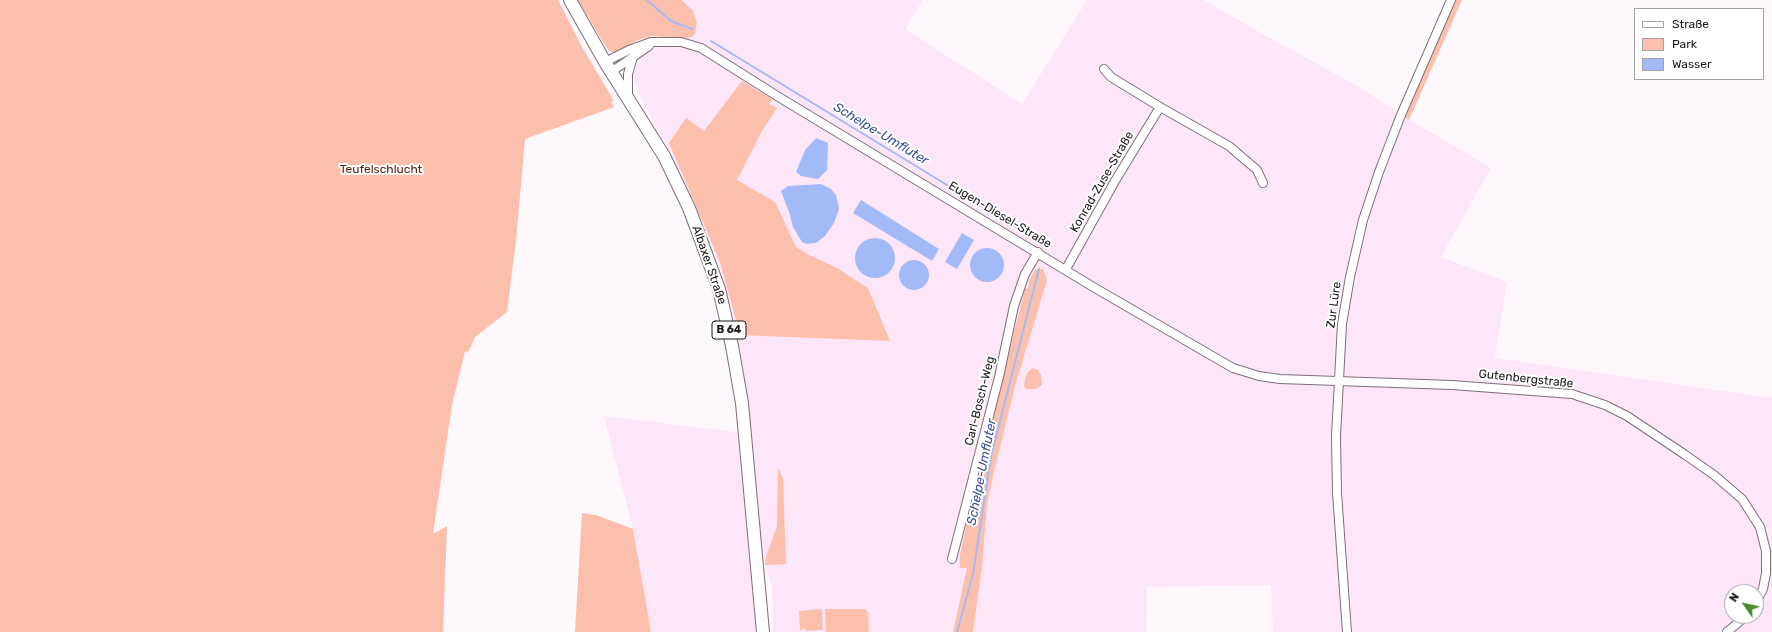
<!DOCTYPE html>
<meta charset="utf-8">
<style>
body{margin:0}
#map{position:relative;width:1772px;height:632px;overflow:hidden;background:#fef7fc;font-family:Rubik,sans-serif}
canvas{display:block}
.legend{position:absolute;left:1634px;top:8px;width:130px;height:72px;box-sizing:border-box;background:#fff;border:1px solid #a4a2a4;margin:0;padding:5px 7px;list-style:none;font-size:12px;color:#1c171b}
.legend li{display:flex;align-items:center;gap:8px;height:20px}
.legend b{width:20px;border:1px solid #a4a2a4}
.north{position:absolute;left:1724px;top:584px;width:40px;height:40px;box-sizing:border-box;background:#fff;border:1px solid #a4a2a4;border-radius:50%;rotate:304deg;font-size:11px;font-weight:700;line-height:16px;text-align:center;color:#1c171b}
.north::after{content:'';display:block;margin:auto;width:14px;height:18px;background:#4b8b2c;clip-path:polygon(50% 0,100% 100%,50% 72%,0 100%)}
</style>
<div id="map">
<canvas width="1772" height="632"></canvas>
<ul class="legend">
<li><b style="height:5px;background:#fff"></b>Straße</li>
<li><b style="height:11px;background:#fbbfab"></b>Park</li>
<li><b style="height:11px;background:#a2baf7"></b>Wasser</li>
</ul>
<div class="north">N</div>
</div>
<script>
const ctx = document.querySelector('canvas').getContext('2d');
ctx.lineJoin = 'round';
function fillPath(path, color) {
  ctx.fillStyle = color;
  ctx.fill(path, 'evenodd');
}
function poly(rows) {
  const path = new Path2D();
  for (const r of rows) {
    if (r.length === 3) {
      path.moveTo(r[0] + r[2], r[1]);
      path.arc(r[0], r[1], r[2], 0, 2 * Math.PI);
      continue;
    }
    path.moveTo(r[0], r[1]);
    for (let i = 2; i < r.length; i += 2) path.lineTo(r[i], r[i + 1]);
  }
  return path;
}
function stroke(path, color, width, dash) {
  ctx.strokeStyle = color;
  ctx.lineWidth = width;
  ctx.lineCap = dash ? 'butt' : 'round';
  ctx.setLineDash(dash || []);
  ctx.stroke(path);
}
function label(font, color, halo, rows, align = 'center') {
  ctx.font = font + ' Rubik,sans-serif';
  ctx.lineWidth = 4;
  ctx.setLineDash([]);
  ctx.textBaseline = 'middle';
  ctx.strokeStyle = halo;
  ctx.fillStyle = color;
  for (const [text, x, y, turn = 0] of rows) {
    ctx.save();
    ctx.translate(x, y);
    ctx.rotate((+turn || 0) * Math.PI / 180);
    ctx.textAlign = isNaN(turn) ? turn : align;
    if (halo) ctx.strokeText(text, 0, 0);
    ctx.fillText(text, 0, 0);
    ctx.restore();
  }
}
fillPath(poly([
 [682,0,923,0,905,29,1022,104,1087,0,1204,0,1266,36,1354,84,1405,117,1491,168,1441,257,1507,282,1495,358,1772,398,1772,632,1273,632,1271,585,1146,587,1147,632,773,632,772,588,761,549,754,459,745,380,737,329,718,262,692,200,664,139,642,101,633,76,637,65,645,56,657,48,695,33,697,22,693,11],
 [1732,592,1756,592,1756,616,1732,616],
 [604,416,737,432,757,632,651,632,633,529]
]), '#fee6f9');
fillPath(poly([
 [0,0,558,0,582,47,614,101,611,102,614,107,525,139,516,241,507,312,475,337,469,351,465,352,452,405,433,534,447,526,443,632,0,632],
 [578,0,682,0,693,11,697,22,695,33,692,37,687,38,652,36,638,40,615,52,611,52,606,47],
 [1456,0,1462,0,1409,120,1405,117],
 [742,81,772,99,769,104,777,108,762,131,737,180,775,202,796,247,809,255,837,268,868,288,890,341,740,335,720,262,669,143,686,118,704,131],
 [1035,269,1043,269,1047,280,1015,386,995,467,987,505,982,566,973,632,953,632,967,568,960,568,960,555,974,490,1025,289,1028,288,1029,281],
 [1033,368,1038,370,1041,375,1042,385,1036,389,1026,389,1024,386,1025,379,1028,372],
 [778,468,783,478,786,564,765,565,766,557,777,526],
 [582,513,596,515,633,529,651,632,575,632],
 [822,609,823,630,806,631,806,629,800,630,799,611],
 [825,609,865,609,868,612,869,632,826,632]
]), '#fbbfab');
fillPath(poly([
 [816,138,828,143,827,170,818,179,801,176,796,172,805,150],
 [821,184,831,189,836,195,839,207,838,212,834,223,825,236,816,243,807,244,802,242,793,227,790,215,781,191,788,186],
 [861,200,939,249,932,261,853,213],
 [962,233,974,240,957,269,945,262],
 [875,258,20],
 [987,265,17],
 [914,275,15]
]), '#a2baf7');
stroke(poly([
 [647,0,671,21,692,29],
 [711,41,1042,243],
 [957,632,973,574,991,456,1039,269]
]), '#a2baf7', 2);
const street = poly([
 [605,62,629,50,651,42,681,42,701,48,782,99,1095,288,1233,368,1259,376,1280,379,1452,385,1572,394,1605,405,1627,416,1684,454,1714,475,1742,499,1760,527,1766,551,1766,573,1763,589,1756,602],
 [611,72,649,46],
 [628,97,628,74,633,57],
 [1160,107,1229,146,1257,170,1263,183],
 [1066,269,1115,181,1160,107,1111,77,1104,69],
 [952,559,999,377,1014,306,1025,274,1038,252],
 [1347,632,1337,493,1336,436,1342,324,1350,277,1363,220,1379,172,1401,115,1451,0],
 [1727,632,1746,616]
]);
const primary = poly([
 [570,0,605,62,664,156,689,208,719,289,732,346,742,403,763,632]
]);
stroke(street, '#7d6e7a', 10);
stroke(primary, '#7d6e7a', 14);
stroke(street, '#fff', 8);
stroke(primary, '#fff', 12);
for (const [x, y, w] of [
 [729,330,34]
]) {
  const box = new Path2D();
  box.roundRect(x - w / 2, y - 9, w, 18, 3);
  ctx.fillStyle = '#fff';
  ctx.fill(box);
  stroke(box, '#1c171b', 1);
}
label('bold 11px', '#1c171b', null, [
 ["B 64",729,330]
]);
label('12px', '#61220b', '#fff', [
 ["Teufelschlucht",381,170]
]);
label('12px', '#1c171b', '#fff', [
 ["Konrad-Zuse-Straße",1102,182,-60],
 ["Eugen-Diesel-Straße",1000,215,31],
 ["Albaxer Straße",709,265,71],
 ["Zur Lüre",1334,305,-82],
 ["Gutenbergstraße",1526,379,6],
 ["Carl-Bosch-Weg",980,401,-76]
]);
label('italic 13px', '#374e97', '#fff', [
 ["Schelpe-Umfluter",881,134,31],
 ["Schelpe-Umfluter",982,472,-79]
]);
</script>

**YOUR ASSIGNMENT**
Wherever the string "rows" appears in the records above, copy the line it sits in.

**ANSWER FOR THE TASK**
function poly(rows) {
  for (const r of rows) {
function label(font, color, halo, rows, align = 'center') {
  for (const [text, x, y, turn = 0] of rows) {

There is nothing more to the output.